--- WHAT TO DO ---
Here are some records; return them all exactly.

BEGIN

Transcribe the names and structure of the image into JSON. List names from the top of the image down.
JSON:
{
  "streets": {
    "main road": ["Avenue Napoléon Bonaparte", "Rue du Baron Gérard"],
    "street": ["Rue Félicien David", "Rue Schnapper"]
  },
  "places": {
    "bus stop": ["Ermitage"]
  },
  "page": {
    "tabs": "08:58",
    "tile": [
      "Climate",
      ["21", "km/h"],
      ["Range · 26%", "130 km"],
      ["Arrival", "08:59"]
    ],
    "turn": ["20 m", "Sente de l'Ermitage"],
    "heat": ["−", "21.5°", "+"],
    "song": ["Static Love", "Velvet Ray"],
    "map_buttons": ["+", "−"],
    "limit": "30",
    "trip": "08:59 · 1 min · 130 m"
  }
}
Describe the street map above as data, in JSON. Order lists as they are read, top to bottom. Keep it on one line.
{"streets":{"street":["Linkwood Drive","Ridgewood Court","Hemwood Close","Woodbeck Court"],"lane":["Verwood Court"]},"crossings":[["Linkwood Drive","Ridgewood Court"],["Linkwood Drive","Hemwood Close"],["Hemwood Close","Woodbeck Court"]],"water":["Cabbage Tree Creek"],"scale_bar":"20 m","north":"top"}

END

--- ANSWER TO THIS TASK ---
Transcribe the names and structure of the image into JSON. List names from the top of the image down.
JSON:
{
  "streets": {
    "main road": ["Avenue Napoléon Bonaparte", "Rue du Baron Gérard"],
    "street": ["Rue Félicien David", "Rue Schnapper"]
  },
  "places": {
    "bus stop": ["Ermitage"]
  },
  "page": {
    "tabs": "08:58",
    "tile": [
      "Climate",
      ["21", "km/h"],
      ["Range · 26%", "130 km"],
      ["Arrival", "08:59"]
    ],
    "turn": ["20 m", "Sente de l'Ermitage"],
    "heat": ["−", "21.5°", "+"],
    "song": ["Static Love", "Velvet Ray"],
    "map_buttons": ["+", "−"],
    "limit": "30",
    "trip": "08:59 · 1 min · 130 m"
  }
}
Describe the street map above as data, in JSON. Order lists as they are read, top to bottom. Keep it on one line.
{"streets":{"street":["Linkwood Drive","Ridgewood Court","Hemwood Close","Woodbeck Court"],"lane":["Verwood Court"]},"crossings":[["Linkwood Drive","Ridgewood Court"],["Linkwood Drive","Hemwood Close"],["Hemwood Close","Woodbeck Court"]],"water":["Cabbage Tree Creek"],"scale_bar":"20 m","north":"top"}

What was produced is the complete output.